◆ **Aim of the task**
Restate the data word for word and leave the images out.

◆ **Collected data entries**
....

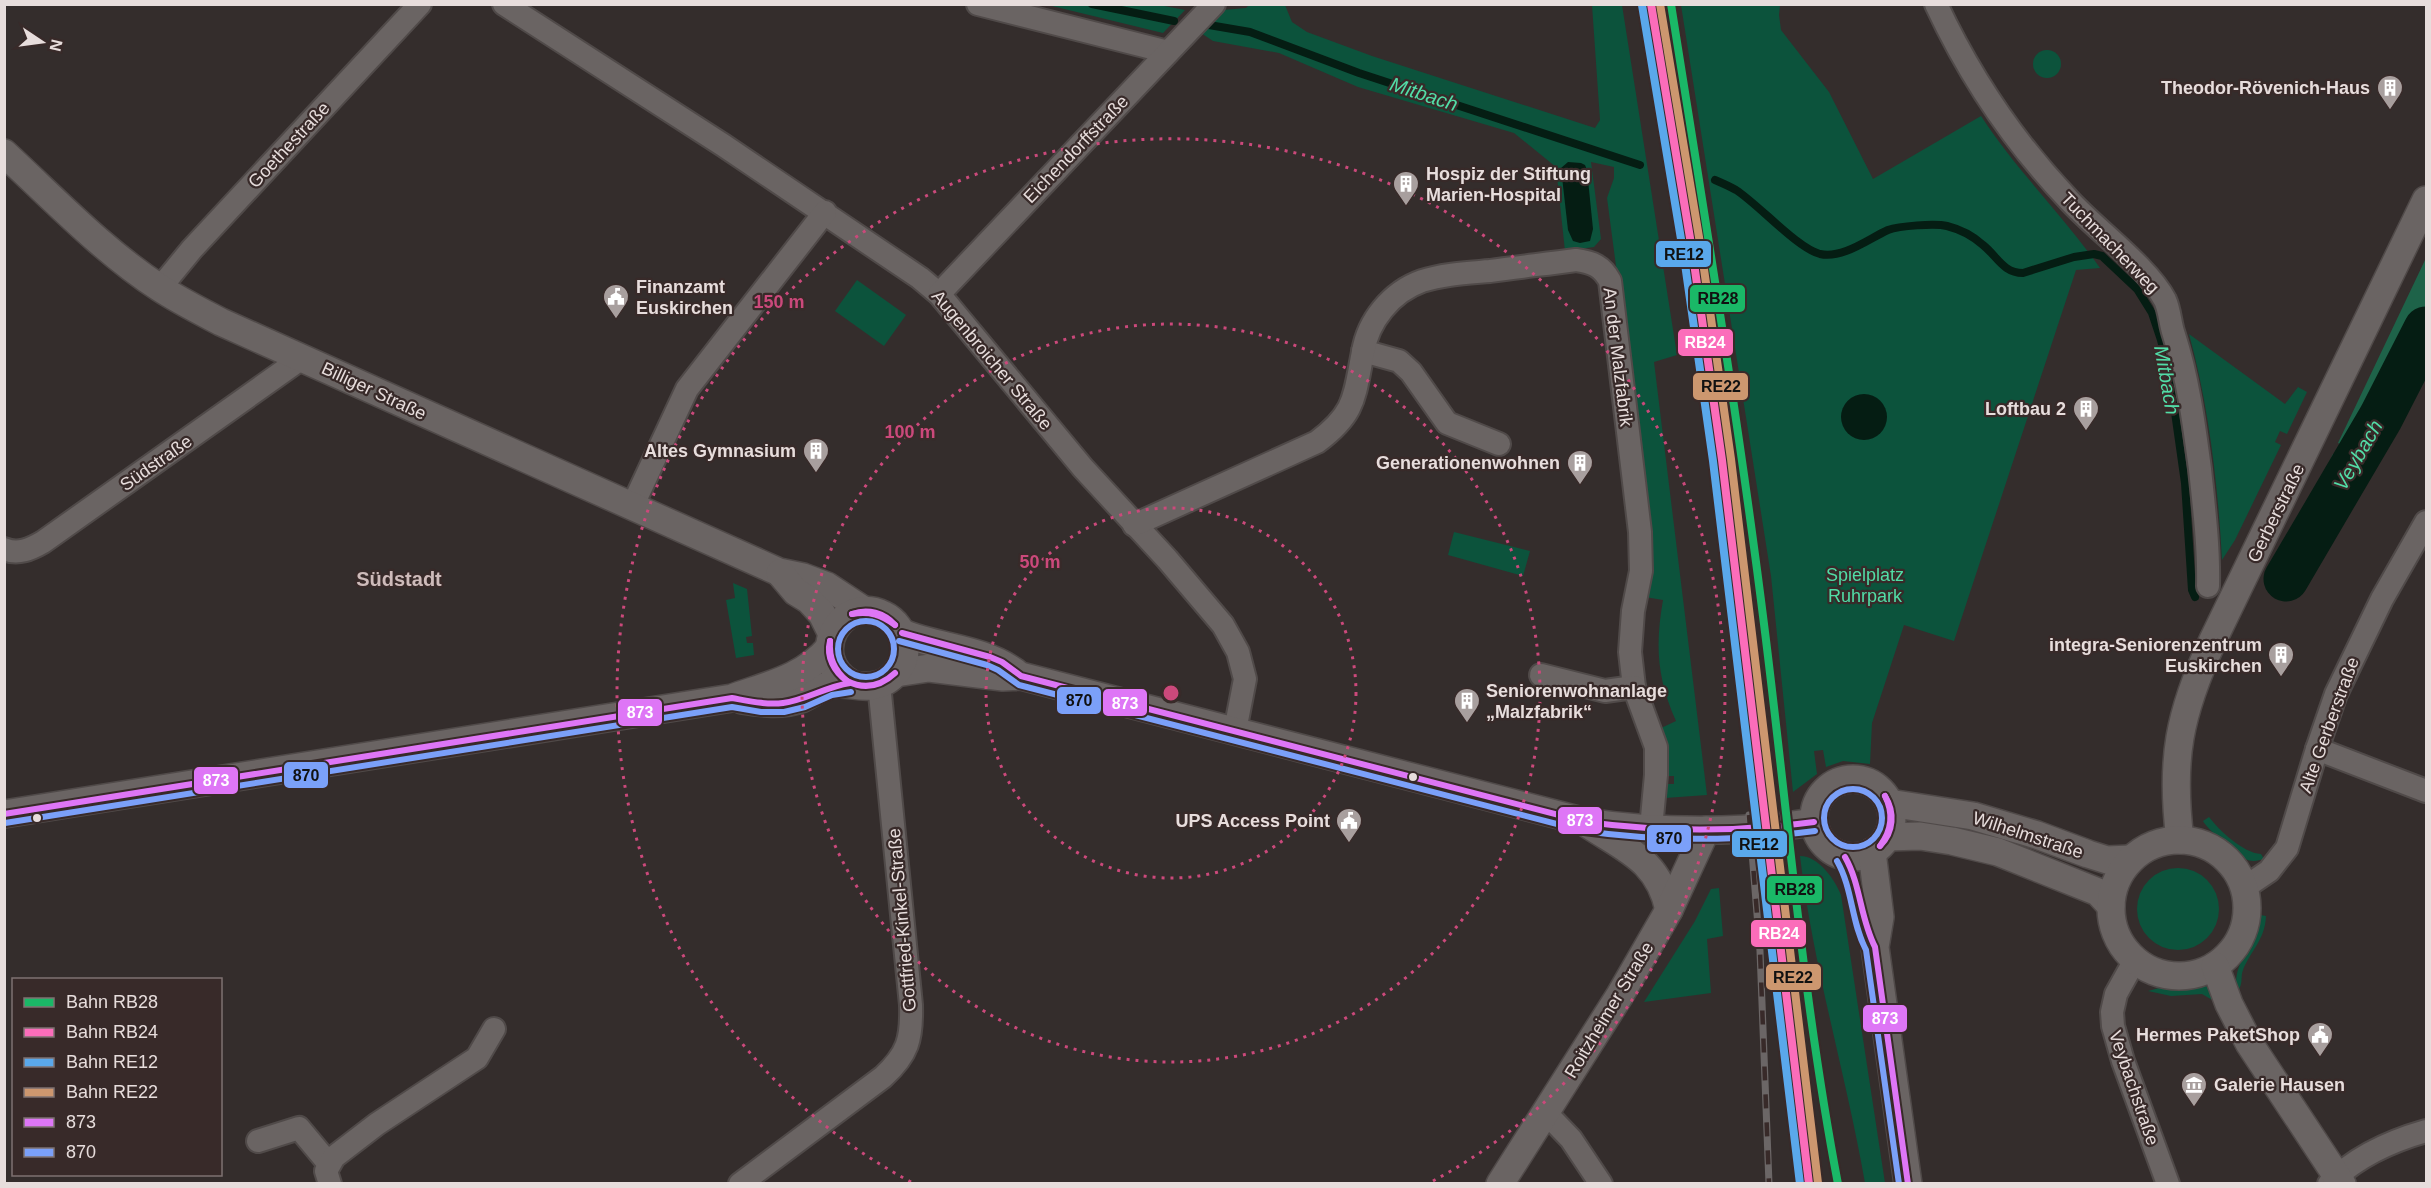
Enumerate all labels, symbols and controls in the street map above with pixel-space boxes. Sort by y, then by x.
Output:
north arrow [12,12,72,72]
text: N [47,38,66,53]
water label: Mitbach [1387,73,1461,115]
building icon: Theodor-Rövenich-Haus [2375,73,2405,111]
place label: Theodor-Rövenich-Haus [2161,78,2370,98]
street label: Eichendorffstraße [1020,91,1132,207]
street label: Goethestraße [244,98,334,192]
place label: Hospiz der Stiftung Marien-Hospital [1426,164,1591,205]
building icon: Hospiz der Stiftung Marien-Hospital [1391,169,1421,207]
street label: Tuchmacherweg [2057,188,2163,298]
line badge: RE12 [1655,240,1712,268]
text: RE12 [1664,246,1704,263]
place label: Finanzamt Euskirchen [636,277,733,318]
public building icon: Finanzamt Euskirchen [601,282,631,320]
line badge: RB28 [1689,284,1746,313]
street label: Augenbroicher Straße [928,286,1056,434]
street label: An der Malzfabrik [1600,286,1637,429]
text: RB28 [1698,290,1739,307]
text: 150 m [753,292,805,312]
line badge: RB24 [1677,328,1734,357]
text: RB24 [1685,334,1726,351]
water label: Mitbach [2150,344,2184,416]
street label: Billiger Straße [319,358,429,424]
line badge: RE22 [1692,372,1749,401]
text: RE22 [1701,378,1741,395]
building icon: Loftbau 2 [2071,394,2101,432]
place label: Loftbau 2 [1985,399,2066,419]
water label: Veybach [2329,416,2387,494]
text: 100 m [884,422,936,442]
street label: Südstraße [116,431,196,495]
building icon: Altes Gymnasium [801,436,831,474]
place label: Altes Gymnasium [644,441,796,461]
building icon: Generationenwohnen [1565,448,1595,486]
place label: Generationenwohnen [1376,453,1560,473]
street label: Gerberstraße [2244,461,2308,565]
text: 50 m [1019,552,1061,572]
park label: Spielplatz Ruhrpark [1826,565,1904,606]
district label: Südstadt [356,568,442,590]
place label: integra-Seniorenzentrum Euskirchen [2049,635,2262,676]
building icon: integra-Seniorenzentrum Euskirchen [2266,640,2296,678]
street label: Alte Gerberstraße [2295,654,2363,796]
place label: Seniorenwohnanlage „Malzfabrik“ [1486,681,1667,722]
centre of rings [1161,683,1181,703]
line badge: 870 [1056,686,1102,715]
building icon: Seniorenwohnanlage „Malzfabrik“ [1452,686,1482,724]
line badge: 873 [1102,688,1148,717]
text: 870 [1066,692,1092,709]
text: 873 [1112,695,1138,712]
line badge: 873 [617,698,663,727]
text: 873 [627,704,653,721]
line badge: 870 [283,761,329,789]
line badge: 873 [193,766,239,795]
text: 870 [293,767,319,784]
unlabelled marker [1407,771,1419,783]
text: 873 [203,772,229,789]
public building icon: UPS Access Point [1334,806,1364,844]
line badge: 873 [1557,806,1603,835]
street label: Wilhelmstraße [1970,808,2086,862]
place label: UPS Access Point [1176,811,1330,831]
unlabelled marker [31,812,43,824]
text: 873 [1567,812,1593,829]
line badge: 870 [1646,824,1692,853]
street label: Gottfried-Kinkel-Straße [884,827,920,1013]
text: 870 [1656,830,1682,847]
line badge: RE12 [1731,830,1788,858]
text: RE12 [1739,836,1779,853]
line badge: RB28 [1766,875,1823,904]
text: RB28 [1775,881,1816,898]
line badge: RB24 [1750,919,1807,948]
text: RB24 [1759,925,1800,942]
street label: Roitzheimer Straße [1560,938,1658,1082]
line badge: RE22 [1765,963,1822,991]
text: RE22 [1773,969,1813,986]
legend [12,978,222,1176]
text: Bahn RB28 [66,992,158,1012]
line badge: 873 [1862,1004,1908,1033]
text: 873 [1872,1010,1898,1027]
public building icon: Hermes PaketShop [2305,1020,2335,1058]
text: Bahn RB24 [66,1022,158,1042]
place label: Hermes PaketShop [2136,1025,2300,1045]
street label: Veybachstraße [2105,1028,2163,1148]
text: Bahn RE12 [66,1052,158,1072]
museum icon: Galerie Hausen [2179,1070,2209,1108]
place label: Galerie Hausen [2214,1075,2345,1095]
text: Bahn RE22 [66,1082,158,1102]
text: 873 [66,1112,96,1132]
text: 870 [66,1142,96,1162]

....

◆ **Response to this exercise**
Enumerate all labels, symbols and controls in the street map above with pixel-space boxes. Sort by y, then by x.
Output:
north arrow [12,12,72,72]
text: N [47,38,66,53]
water label: Mitbach [1387,73,1461,115]
building icon: Theodor-Rövenich-Haus [2375,73,2405,111]
place label: Theodor-Rövenich-Haus [2161,78,2370,98]
street label: Eichendorffstraße [1020,91,1132,207]
street label: Goethestraße [244,98,334,192]
place label: Hospiz der Stiftung Marien-Hospital [1426,164,1591,205]
building icon: Hospiz der Stiftung Marien-Hospital [1391,169,1421,207]
street label: Tuchmacherweg [2057,188,2163,298]
line badge: RE12 [1655,240,1712,268]
text: RE12 [1664,246,1704,263]
place label: Finanzamt Euskirchen [636,277,733,318]
public building icon: Finanzamt Euskirchen [601,282,631,320]
line badge: RB28 [1689,284,1746,313]
street label: Augenbroicher Straße [928,286,1056,434]
street label: An der Malzfabrik [1600,286,1637,429]
text: RB28 [1698,290,1739,307]
text: 150 m [753,292,805,312]
line badge: RB24 [1677,328,1734,357]
text: RB24 [1685,334,1726,351]
water label: Mitbach [2150,344,2184,416]
street label: Billiger Straße [319,358,429,424]
line badge: RE22 [1692,372,1749,401]
text: RE22 [1701,378,1741,395]
building icon: Loftbau 2 [2071,394,2101,432]
place label: Loftbau 2 [1985,399,2066,419]
water label: Veybach [2329,416,2387,494]
text: 100 m [884,422,936,442]
street label: Südstraße [116,431,196,495]
building icon: Altes Gymnasium [801,436,831,474]
place label: Altes Gymnasium [644,441,796,461]
building icon: Generationenwohnen [1565,448,1595,486]
place label: Generationenwohnen [1376,453,1560,473]
street label: Gerberstraße [2244,461,2308,565]
text: 50 m [1019,552,1061,572]
park label: Spielplatz Ruhrpark [1826,565,1904,606]
district label: Südstadt [356,568,442,590]
place label: integra-Seniorenzentrum Euskirchen [2049,635,2262,676]
building icon: integra-Seniorenzentrum Euskirchen [2266,640,2296,678]
street label: Alte Gerberstraße [2295,654,2363,796]
place label: Seniorenwohnanlage „Malzfabrik“ [1486,681,1667,722]
centre of rings [1161,683,1181,703]
line badge: 870 [1056,686,1102,715]
building icon: Seniorenwohnanlage „Malzfabrik“ [1452,686,1482,724]
line badge: 873 [1102,688,1148,717]
text: 870 [1066,692,1092,709]
text: 873 [1112,695,1138,712]
line badge: 873 [617,698,663,727]
text: 873 [627,704,653,721]
line badge: 870 [283,761,329,789]
line badge: 873 [193,766,239,795]
text: 870 [293,767,319,784]
unlabelled marker [1407,771,1419,783]
text: 873 [203,772,229,789]
public building icon: UPS Access Point [1334,806,1364,844]
line badge: 873 [1557,806,1603,835]
street label: Wilhelmstraße [1970,808,2086,862]
place label: UPS Access Point [1176,811,1330,831]
unlabelled marker [31,812,43,824]
text: 873 [1567,812,1593,829]
line badge: 870 [1646,824,1692,853]
street label: Gottfried-Kinkel-Straße [884,827,920,1013]
text: 870 [1656,830,1682,847]
line badge: RE12 [1731,830,1788,858]
text: RE12 [1739,836,1779,853]
line badge: RB28 [1766,875,1823,904]
text: RB28 [1775,881,1816,898]
line badge: RB24 [1750,919,1807,948]
text: RB24 [1759,925,1800,942]
street label: Roitzheimer Straße [1560,938,1658,1082]
line badge: RE22 [1765,963,1822,991]
text: RE22 [1773,969,1813,986]
legend [12,978,222,1176]
text: Bahn RB28 [66,992,158,1012]
line badge: 873 [1862,1004,1908,1033]
text: 873 [1872,1010,1898,1027]
public building icon: Hermes PaketShop [2305,1020,2335,1058]
text: Bahn RB24 [66,1022,158,1042]
place label: Hermes PaketShop [2136,1025,2300,1045]
street label: Veybachstraße [2105,1028,2163,1148]
text: Bahn RE12 [66,1052,158,1072]
museum icon: Galerie Hausen [2179,1070,2209,1108]
place label: Galerie Hausen [2214,1075,2345,1095]
text: Bahn RE22 [66,1082,158,1102]
text: 873 [66,1112,96,1132]
text: 870 [66,1142,96,1162]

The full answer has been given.